A simple solution to overcome this is to temporarily disable write access to data during backup, by stopping the accessing applications, shutting down the sistem or using locking API in order to provide read-only accesses. Such solution require lengthy downtime of the services when backup is still running. To avoid downtime, high-availability systems may instead perform the backup on a snapshot - a read-only copy of the data set frozen at a point in time - and allow applications to continue writing to their data.
Snapshot is the ability to record the state of a storage device at any given moment and preserve that snapshot as a guide for restoring the storage device in the event that it fails. A snapshot primarily creates a point-in-time copy of the data. Point in time copy or snapshot are virtual or physical copies of data that capture the state of data set contents at a single instant. Both virtual (copy-on-write) and physical (full-copy) snapshots protect against corruption of data’s content. Additionally, full-copy snapshots can protect against physical destruction. These copies can be used for a backup, a checkpoint to restore the state of an application , data mining, test data and kind of off-host processing. An important peculiarity of these copies is that from the application point of view the copy seems to occur atomically. That means that all the data updates that happens on the original data are applied before or after the point in time copy. Typically, snapshot copy is done instantly and made available for use by other applications such as data protection, data analysis and reporting, and data replication applications. The original copy of the data continues to be available to the applications without interruption, while the snapshot copy is used to perform other functions on the data [2].

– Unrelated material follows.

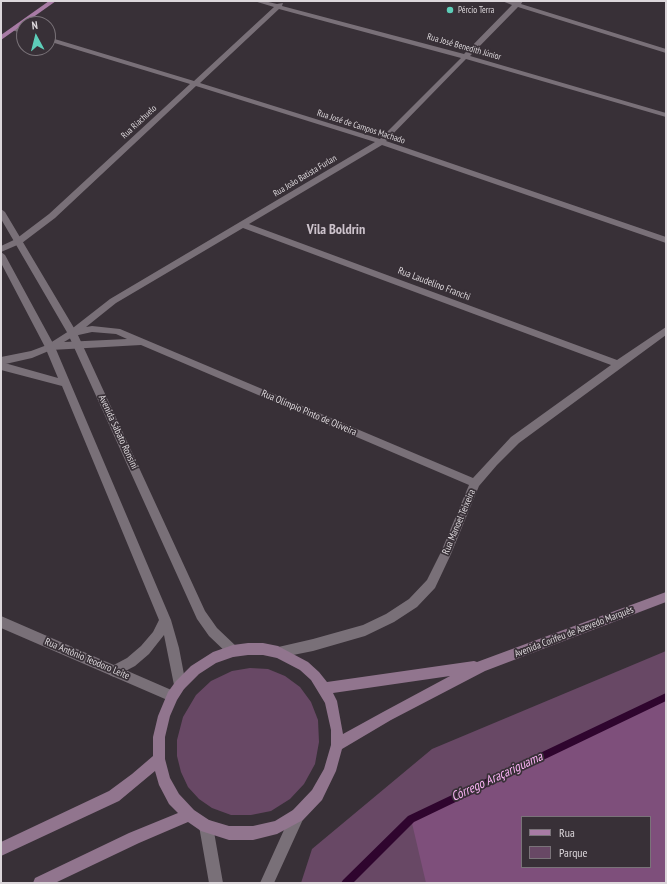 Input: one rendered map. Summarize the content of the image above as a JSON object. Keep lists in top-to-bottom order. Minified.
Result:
{"streets":{"main road":["Avenida Corifeu de Azevedo Marquês"],"street":["Rua José Benedith Júnior","Rua Riachuelo","Rua José de Campos Machado","Rua João Batista Furlan","Rua Laudelino Franchi","Rua Olímpio Pinto de Oliveira","Avenida Sábato Ronsini","Rua Manoel Teixeira","Rua Antônio Teodoro Leite"]},"crossings":[["Rua José Benedith Júnior","Rua Riachuelo"],["Rua José Benedith Júnior","Rua João Batista Furlan"],["Rua Riachuelo","Rua José de Campos Machado"],["Rua Riachuelo","Avenida Sábato Ronsini"],["Rua José de Campos Machado","Rua João Batista Furlan"],["Rua João Batista Furlan","Rua Laudelino Franchi"],["Rua João Batista Furlan","Rua Olímpio Pinto de Oliveira"],["Rua João Batista Furlan","Avenida Sábato Ronsini"],["Rua Laudelino Franchi","Rua Manoel Teixeira"],["Rua Olímpio Pinto de Oliveira","Avenida Sábato Ronsini"],["Rua Olímpio Pinto de Oliveira","Rua Manoel Teixeira"]],"districts":["Vila Boldrin"],"water":["Córrego Araçariguama"],"places":["Pércio Terra"],"legend":["Rua","Parque"],"north":"top"}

Snapshot technology is becoming prevalent to perform data protection and other tasks such as data mining and data cloning. Most leading storage hardware and software vendors provide snapshot support. Use of snapshot technology for data protection offers critical business value, such as zero impact backup with minimal or no application downtime, frequent backups (for example, hourly) to reduce recovery time, efficient backup of large volumes of data, reduced exposure to data loss, and instant recovery from snapshot [3]
Snapshots in QEMU[4] are images that refer to an original image using Redirect-on-Write[5] to avoid changing the original image. The main advantage is that new writes to the original volume are redirected to another location set aside for snapshot. The original location contains the point-in-time data of the Guest, that is, snapshot, and the changed data reside on the snapshot storage. While snapshotting, QEMU Guest Agent[6] ensure you have a consistent disk state. The two main guest agent features of interest to live snapshots are:
- File system freeze (fsfreeze/fsthaw): This puts the guest file systems into a consistent state, avoiding the need for fsck next time they are mounted.

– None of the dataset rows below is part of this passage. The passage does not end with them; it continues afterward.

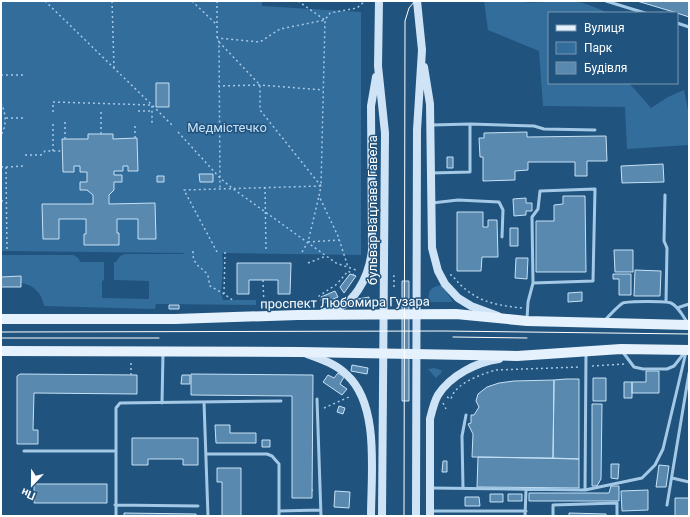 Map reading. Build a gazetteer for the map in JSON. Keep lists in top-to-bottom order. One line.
{"streets":{"main road":["бульвар Вацлава Гавела","проспект Любомира Гузара"]},"parks":["Медмістечко"],"legend":["Вулиця","Парк","Будівля"],"north":"bottom"} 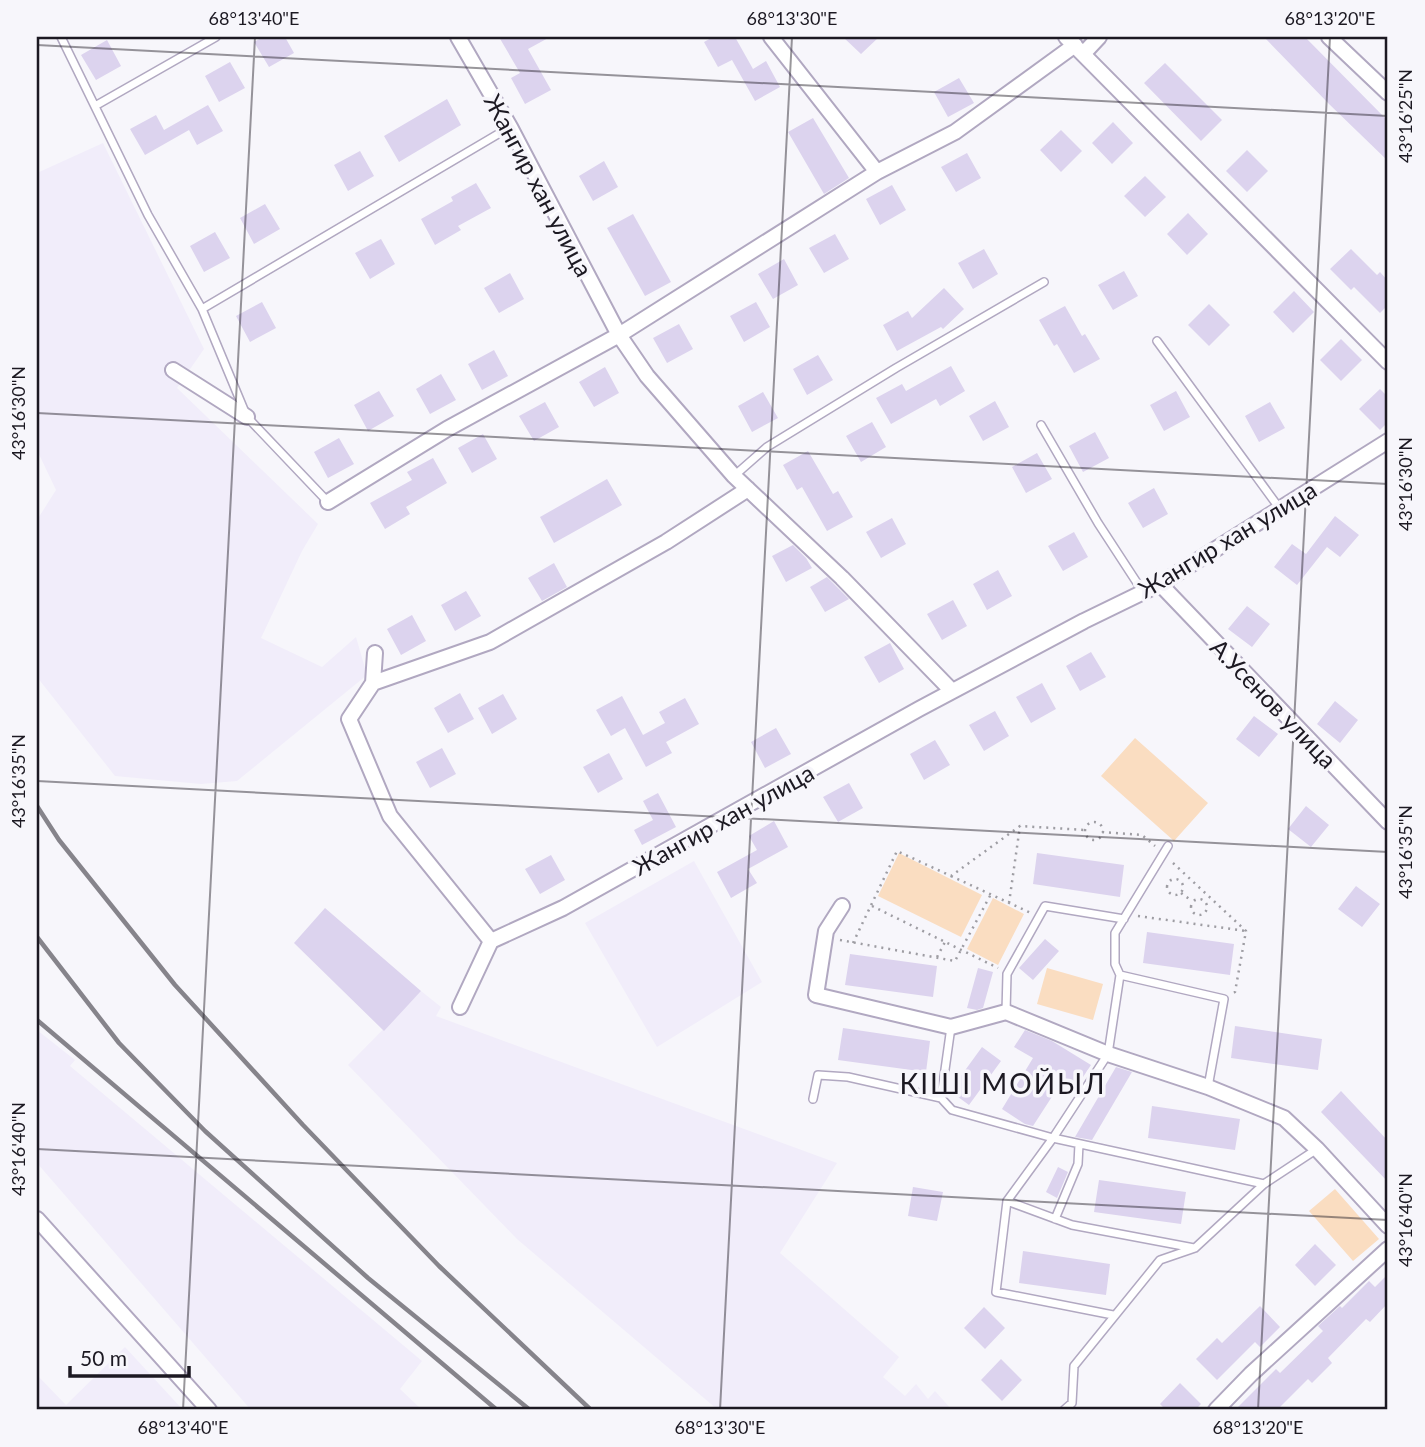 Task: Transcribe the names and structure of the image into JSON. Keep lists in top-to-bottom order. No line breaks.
{"streets":{"street":["Жангир хан улица","А.Усенов улица"]},"crossings":[["Жангир хан улица","А.Усенов улица"]],"districts":["КІШІ МОЙЫЛ"],"scale_bar":"50 m","coordinates":["68°13'40\"E","68°13'30\"E","68°13'20\"E","43°16'25\"N","43°16'30\"N","43°16'35\"N","43°16'40\"N"]} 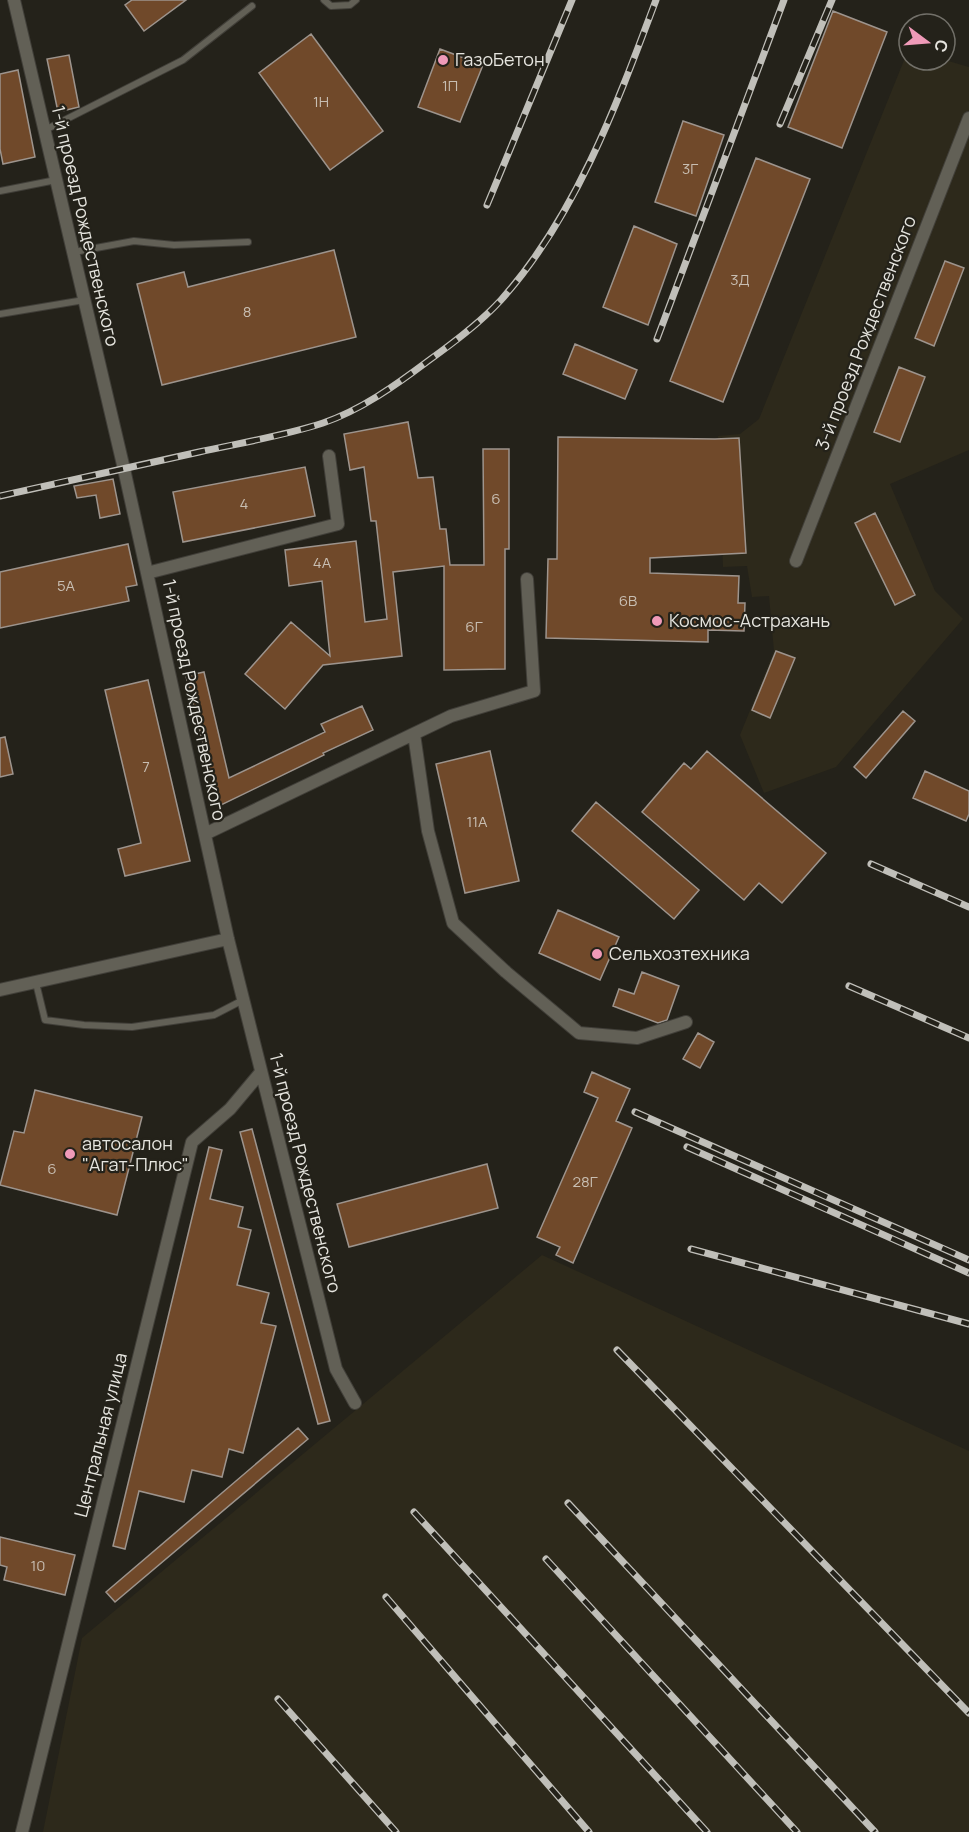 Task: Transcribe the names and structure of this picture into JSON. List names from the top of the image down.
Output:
{
  "streets": {
    "street": ["1-й проезд Рождественского", "3-й проезд Рождественского", "Центральная улица"]
  },
  "crossings": [
    ["1-й проезд Рождественского", "Центральная улица"]
  ],
  "places": [
    "ГазоБетон",
    "Космос-Астрахань",
    "Сельхозтехника",
    "автосалон \"Агат-Плюс\""
  ],
  "house_numbers": [
    "1П",
    "1Н",
    "3Г",
    "3Д",
    "8",
    "6",
    "4",
    "4А",
    "5А",
    "6В",
    "6Г",
    "7",
    "11А",
    "6",
    "28Г",
    "10"
  ],
  "north": "right"
}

- Guest application notification: This allows guest applications to register and be notified prior to a snapshot, in order for them to allow flushing their data to disk.

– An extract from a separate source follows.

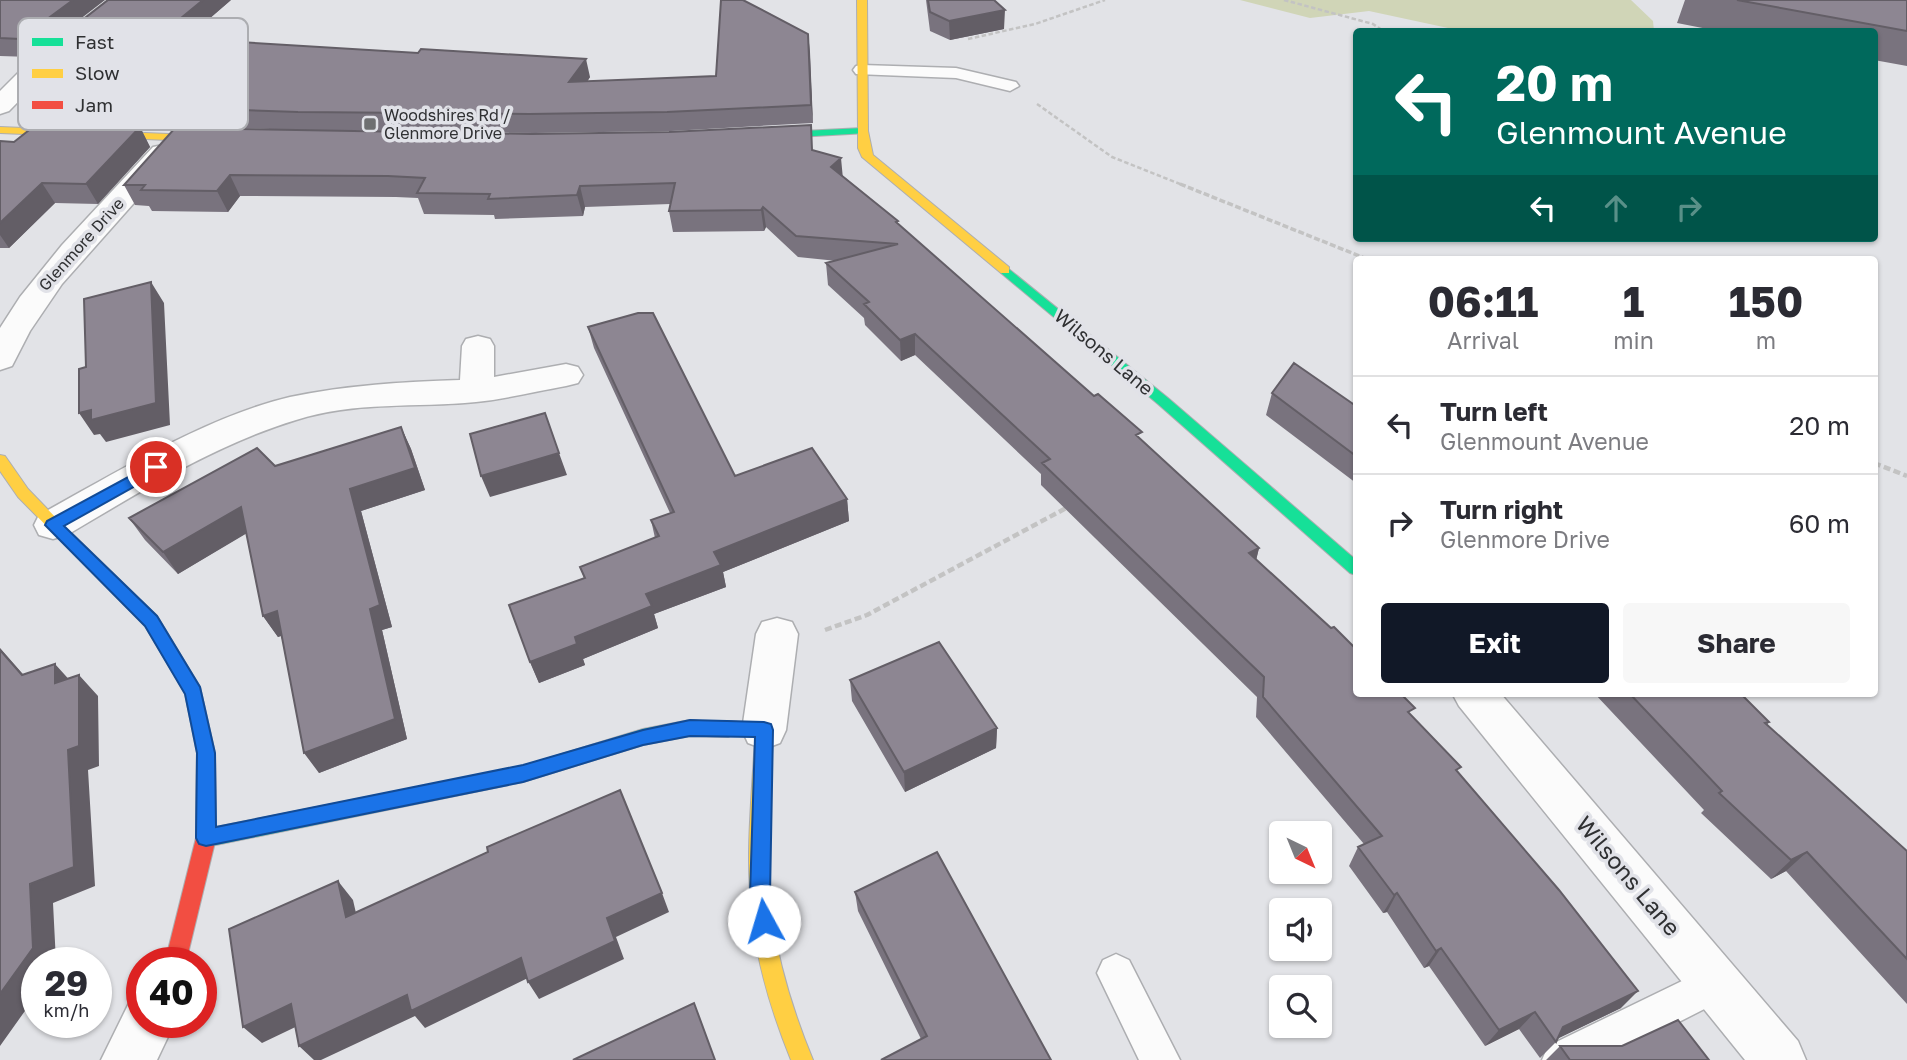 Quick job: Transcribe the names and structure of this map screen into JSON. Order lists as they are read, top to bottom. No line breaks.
{"streets":{"street":["Glenmore Drive","Wilsons Lane"]},"places":{"transit":["Woodshires Rd / Glenmore Drive"]},"legend":["Fast","Slow","Jam"],"north":"bottom right","page":{"turn":["20 m","Glenmount Avenue"],"eta":["06:11","Arrival","1","min","150","m"],"list":[{"name":"Turn left","note":"Glenmount Avenue","value":"20 m"},{"name":"Turn right","note":"Glenmore Drive","value":"60 m"}],"buttons":["Exit","Share"],"speed":"29 km/h","limit":"40"}}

Communication with the QEMU guest agent is performed via a virtio serial channel.
Commands are sent over the channel encoded as QMP commands, and replies are encoded as QMP replies.
There are future plans to implement a passthrough mechanism for agent commands issued
via QMP, allowing these commands to be accessible via the QMP monitor instead of
an external agent socket on the host. Note that guest agent collaboration is also
needed for snapshots using other methods, such as snapshots performed on btrfs, LVM,
enterprise storage, etc [7]. Once snapshot is completed, a backup could be
done by copying the original image in another location. Once backup is completed,
the data from the snapshot storage must be reconciled back into the original volume,
before removing snapshot. This operation is done by blockcommit
, which reduces
the length of a backing image chain, by committing changes at the top of the chain
(snapshot or delta files) into backing images [8]. Those operation are done
in different steps using virsh
and are necessary to get a functional image. Moreover,
to recreate the entire domain, it's betted to dump the XML configuration file, in order
to recreate easily the archived domain.
[1]: https://en.wikipedia.org/wiki/Snapshot_(computer_storage)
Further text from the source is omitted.